Stored data
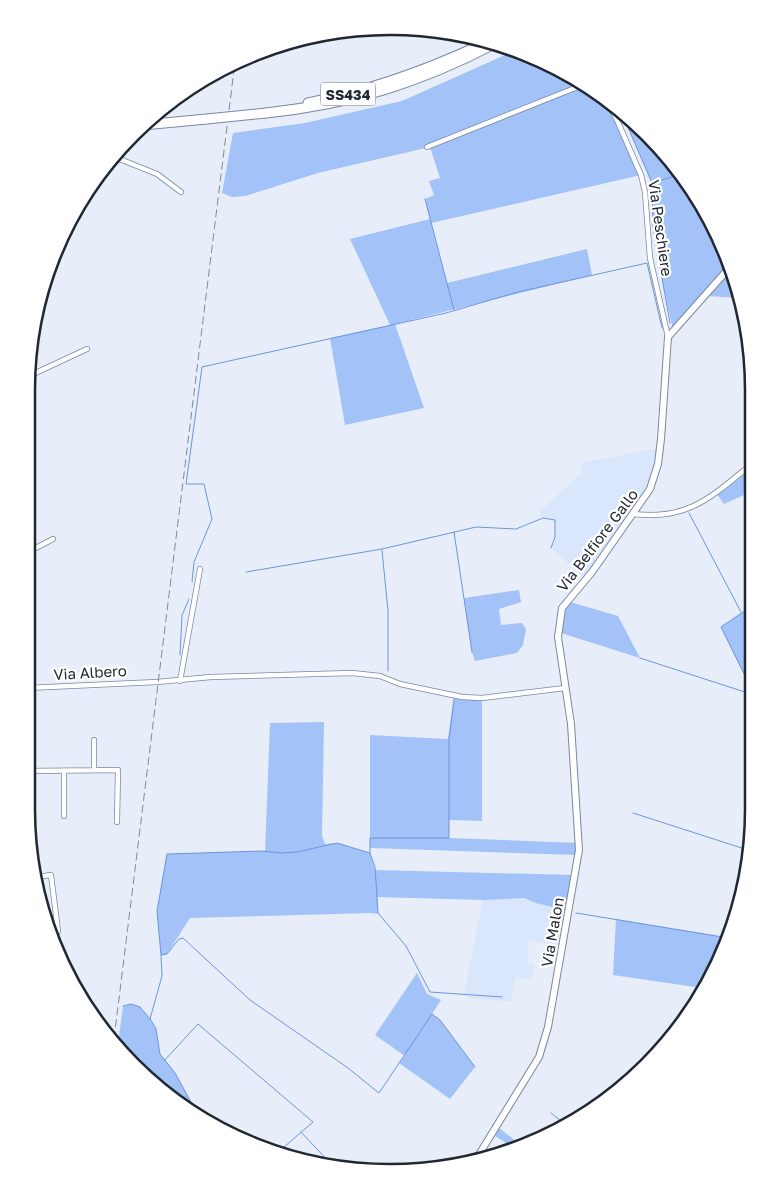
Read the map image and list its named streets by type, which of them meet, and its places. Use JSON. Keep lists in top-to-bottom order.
{
  "streets": {
    "highway": ["SS434"],
    "street": [
      "Via Peschiere",
      "Via Belfiore Gallo",
      "Via Albero",
      "Via Malon"
    ]
  },
  "crossings": [
    ["Via Peschiere", "Via Belfiore Gallo"],
    ["Via Belfiore Gallo", "Via Malon"]
  ]
}
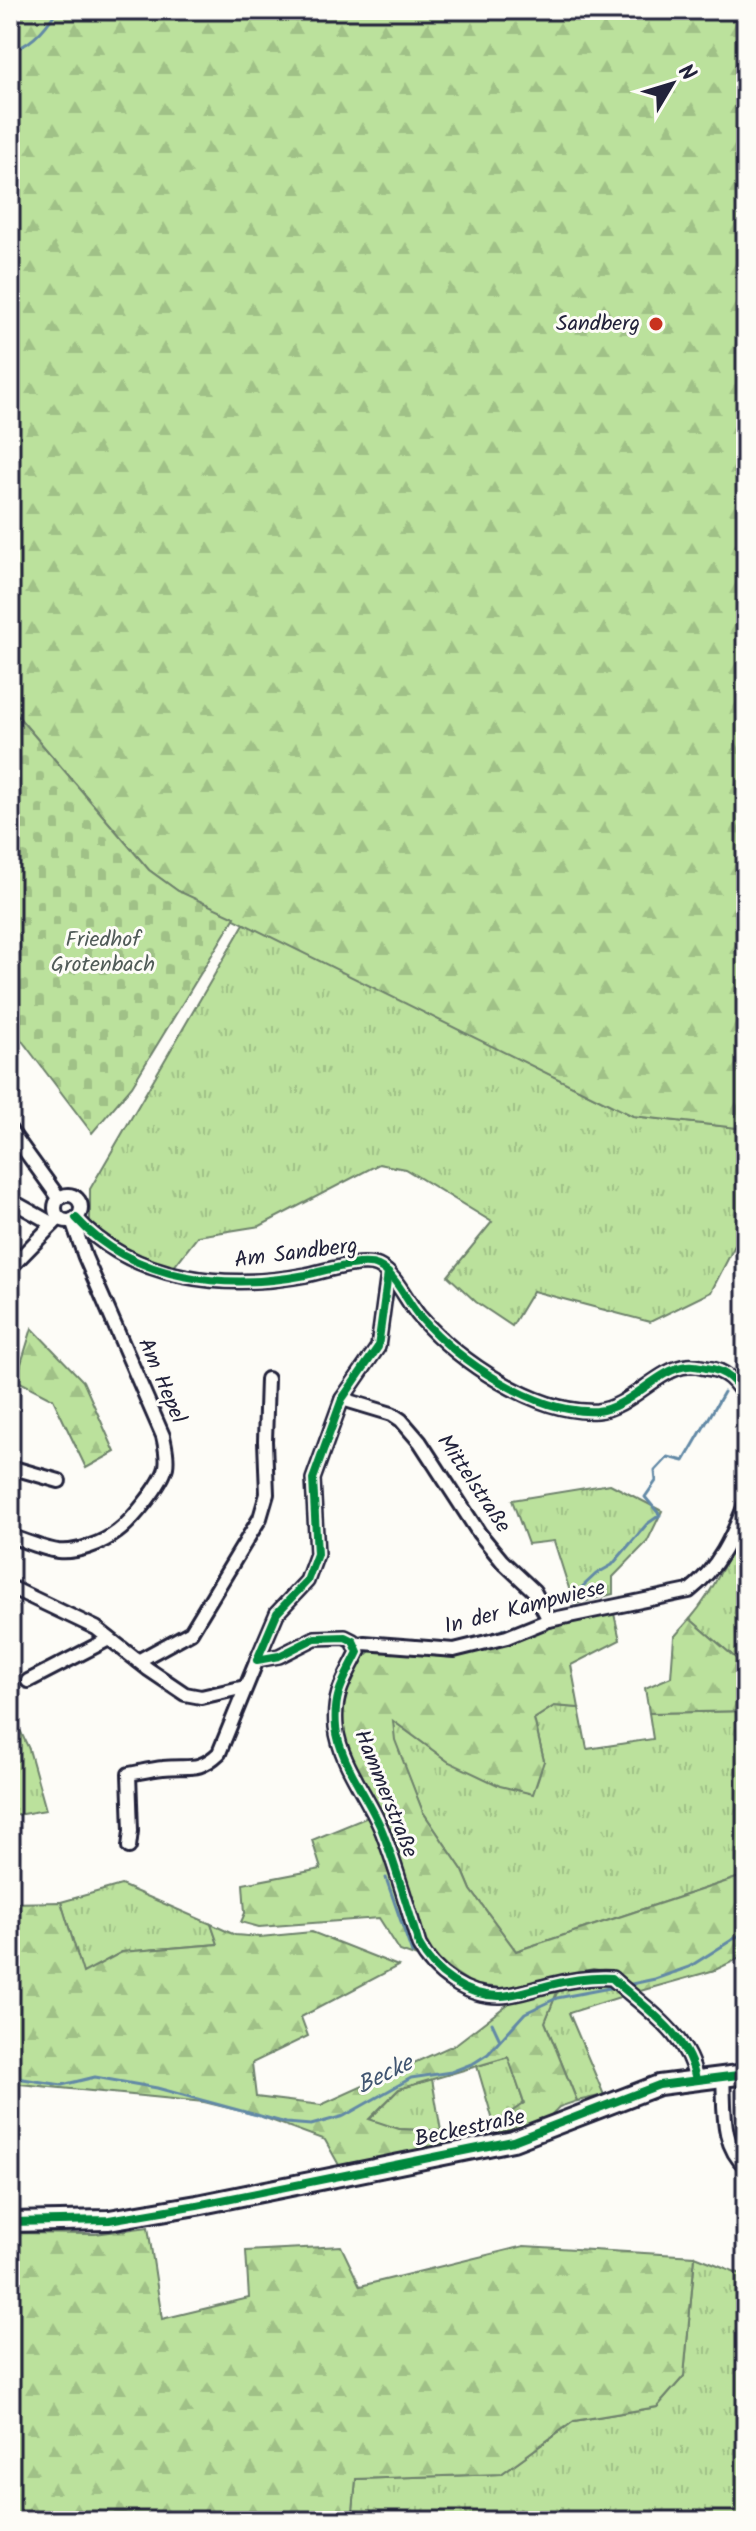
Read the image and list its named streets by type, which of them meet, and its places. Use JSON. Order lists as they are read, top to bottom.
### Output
{
  "streets": {
    "main road": ["Beckestraße"],
    "street": [
      "Am Sandberg",
      "Am Hepel",
      "Mittelstraße",
      "In der Kampwiese",
      "Hammerstraße"
    ]
  },
  "crossings": [
    ["Am Sandberg", "Am Hepel"],
    ["Mittelstraße", "In der Kampwiese"],
    ["In der Kampwiese", "Hammerstraße"],
    ["Hammerstraße", "Beckestraße"]
  ],
  "water": ["Becke"],
  "parks": ["Friedhof Grotenbach"],
  "places": ["Sandberg"],
  "north": "top right"
}
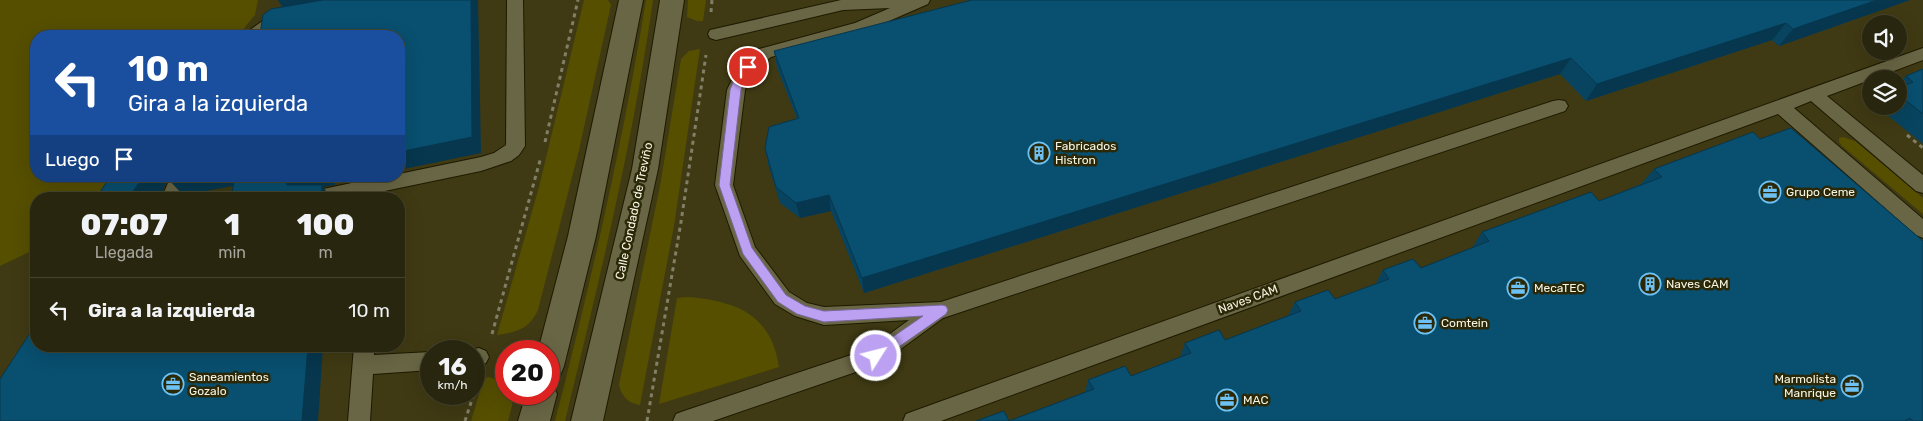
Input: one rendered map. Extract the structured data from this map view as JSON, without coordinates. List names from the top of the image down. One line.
{"streets":{"street":["Calle Condado de Treviño"],"lane":["Naves CAM"]},"places":{"building":["Fabricados Histron","Naves CAM"],"office":["Grupo Ceme","MecaTEC","Comtein","Saneamientos Gozalo","Marmolista Manrique","MAC"]},"page":{"turn":["10 m","Gira a la izquierda"],"then":"Luego","eta":["07:07","Llegada","1","min","100","m"],"list":[{"name":"Gira a la izquierda","value":"10 m"}],"speed":"16 km/h","limit":"20"}}
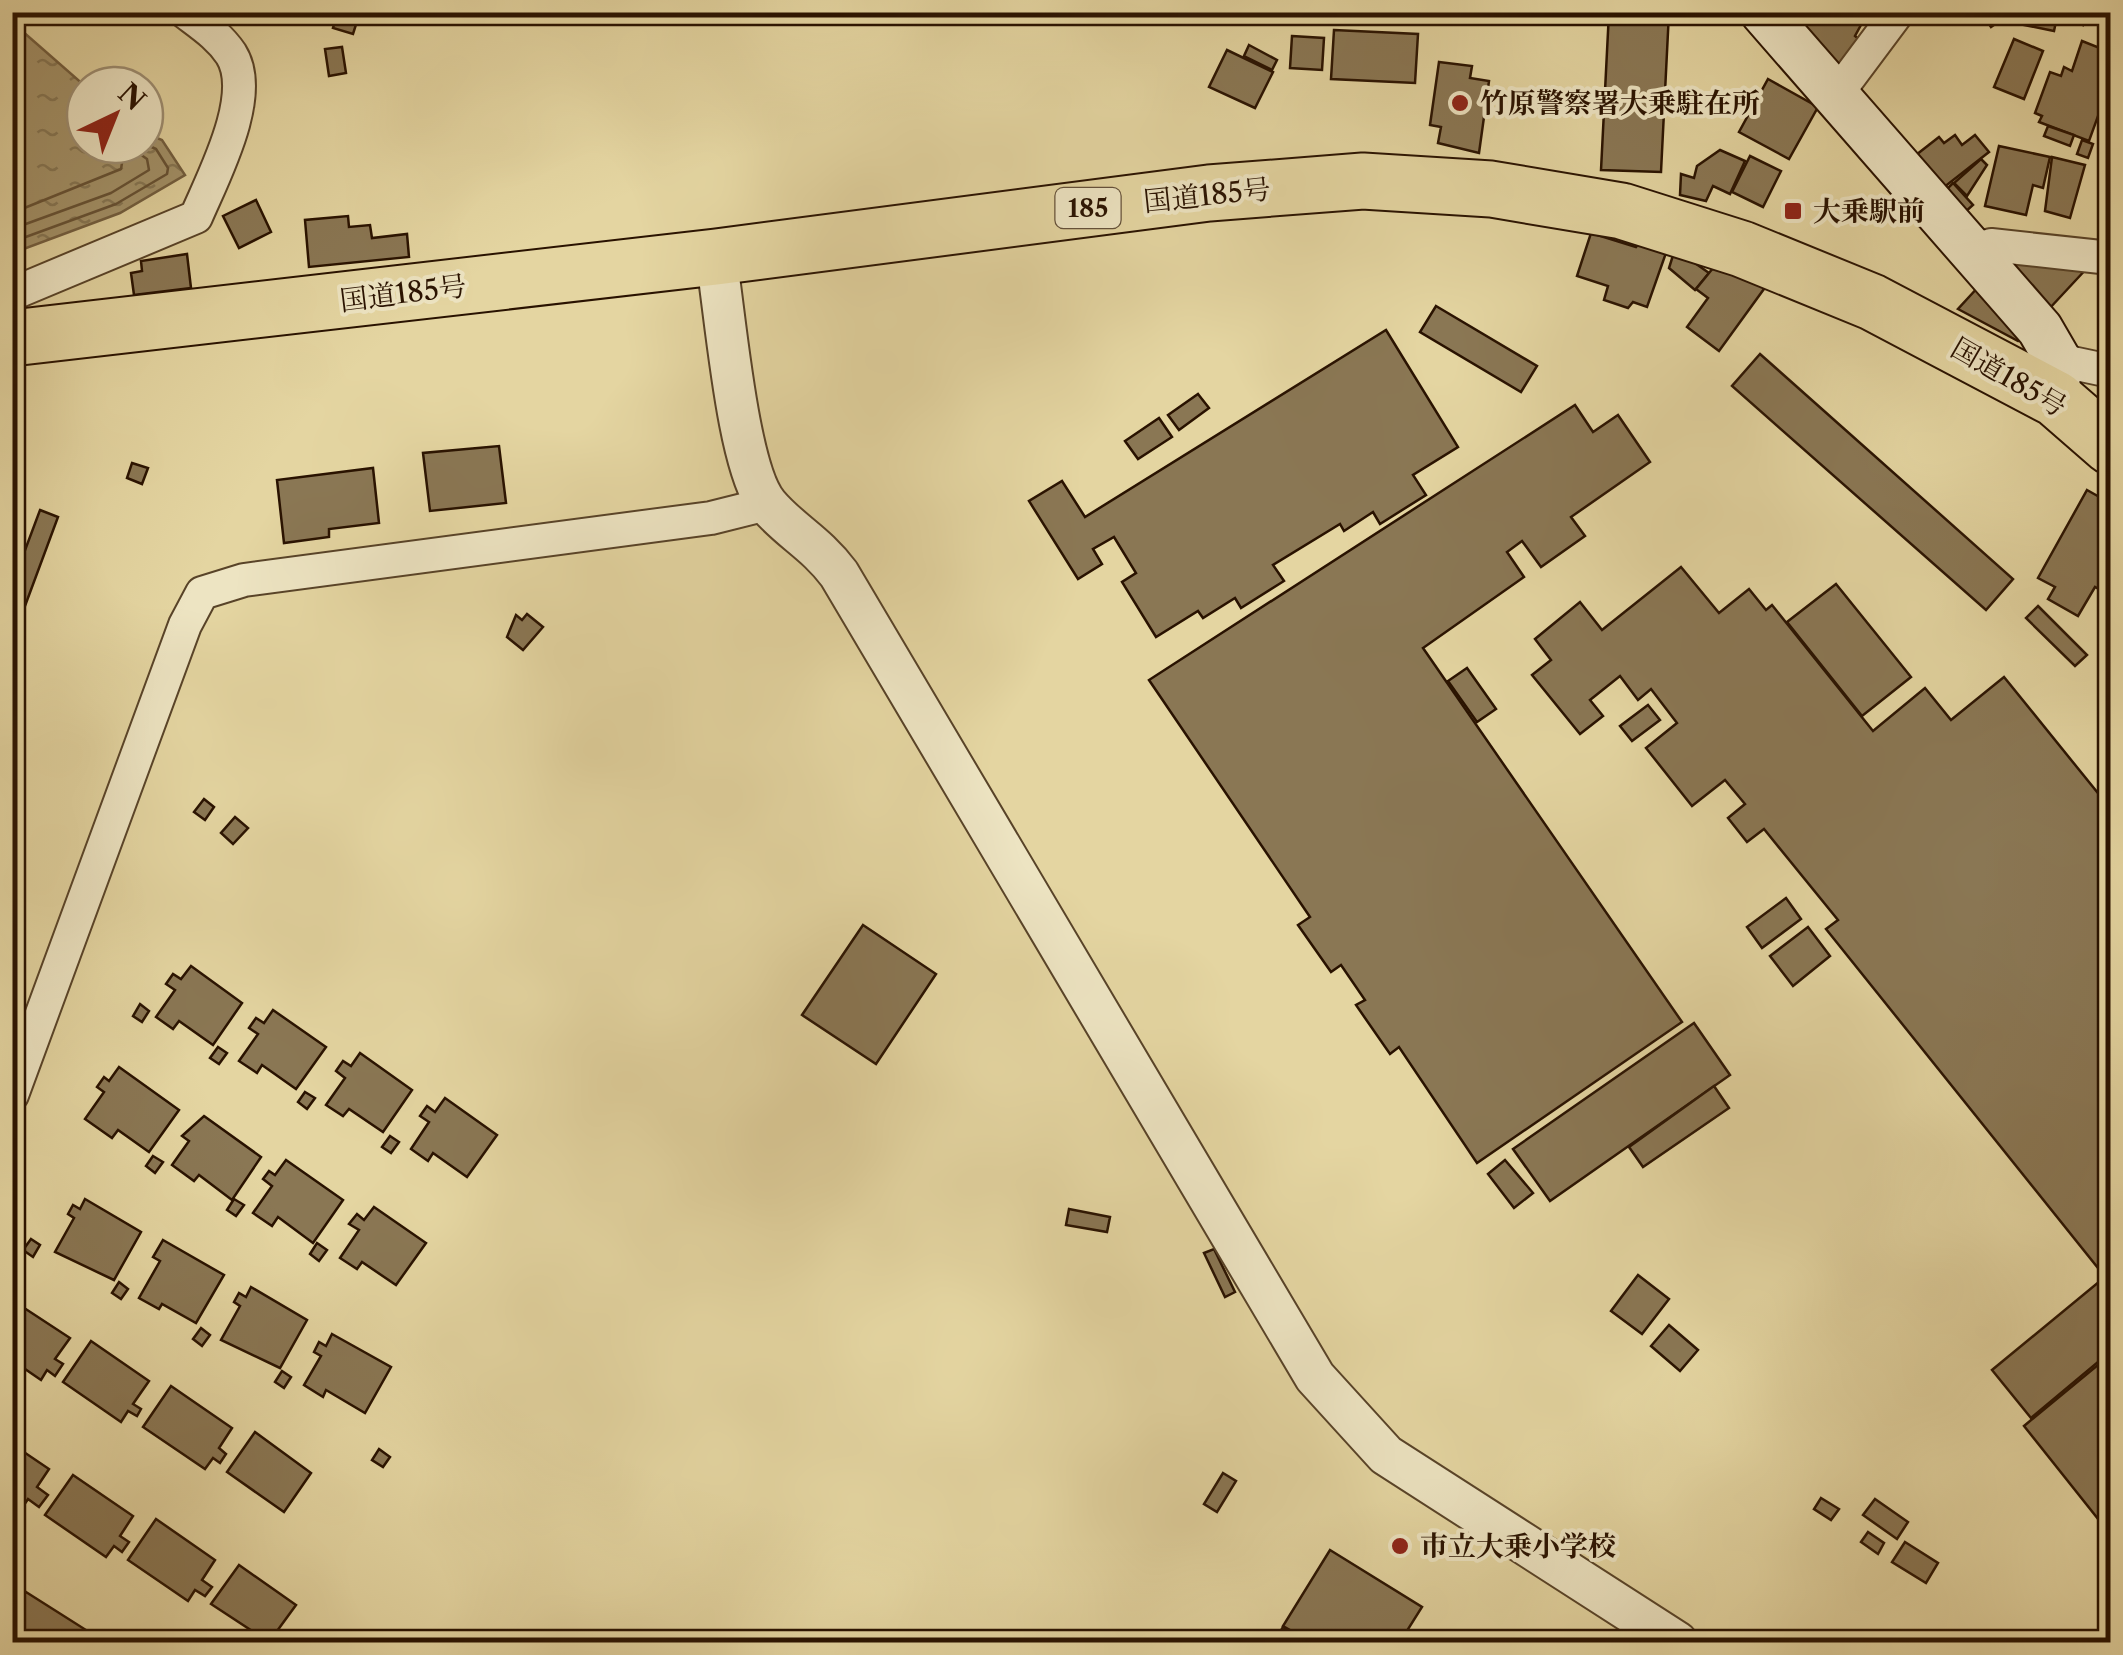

Try it - A verbatim copy of the entries, stripped of pictures, should be produced.

Written response -
Read the map image and list its named streets by type, which of them meet, and its places. Use JSON. Keep lists in top-to-bottom order.
{
  "streets": {
    "highway": ["SS434"],
    "street": [
      "Via Peschiere",
      "Via Belfiore Gallo",
      "Via Albero",
      "Via Malon"
    ]
  },
  "crossings": [
    ["Via Peschiere", "Via Belfiore Gallo"],
    ["Via Belfiore Gallo", "Via Malon"]
  ]
}
Read the image and list its named streets by type, which of them meet, and its places. Use JSON. Order lists as they are read, top to bottom.
### Output
{
  "streets": {
    "main road": ["Beckestraße"],
    "street": [
      "Am Sandberg",
      "Am Hepel",
      "Mittelstraße",
      "In der Kampwiese",
      "Hammerstraße"
    ]
  },
  "crossings": [
    ["Am Sandberg", "Am Hepel"],
    ["Mittelstraße", "In der Kampwiese"],
    ["In der Kampwiese", "Hammerstraße"],
    ["Hammerstraße", "Beckestraße"]
  ],
  "water": ["Becke"],
  "parks": ["Friedhof Grotenbach"],
  "places": ["Sandberg"],
  "north": "top right"
}
Input: one rendered map. Extract the structured data from this map view as JSON, without coordinates. List names from the top of the image down. One line.
{"streets":{"street":["Calle Condado de Treviño"],"lane":["Naves CAM"]},"places":{"building":["Fabricados Histron","Naves CAM"],"office":["Grupo Ceme","MecaTEC","Comtein","Saneamientos Gozalo","Marmolista Manrique","MAC"]},"page":{"turn":["10 m","Gira a la izquierda"],"then":"Luego","eta":["07:07","Llegada","1","min","100","m"],"list":[{"name":"Gira a la izquierda","value":"10 m"}],"speed":"16 km/h","limit":"20"}}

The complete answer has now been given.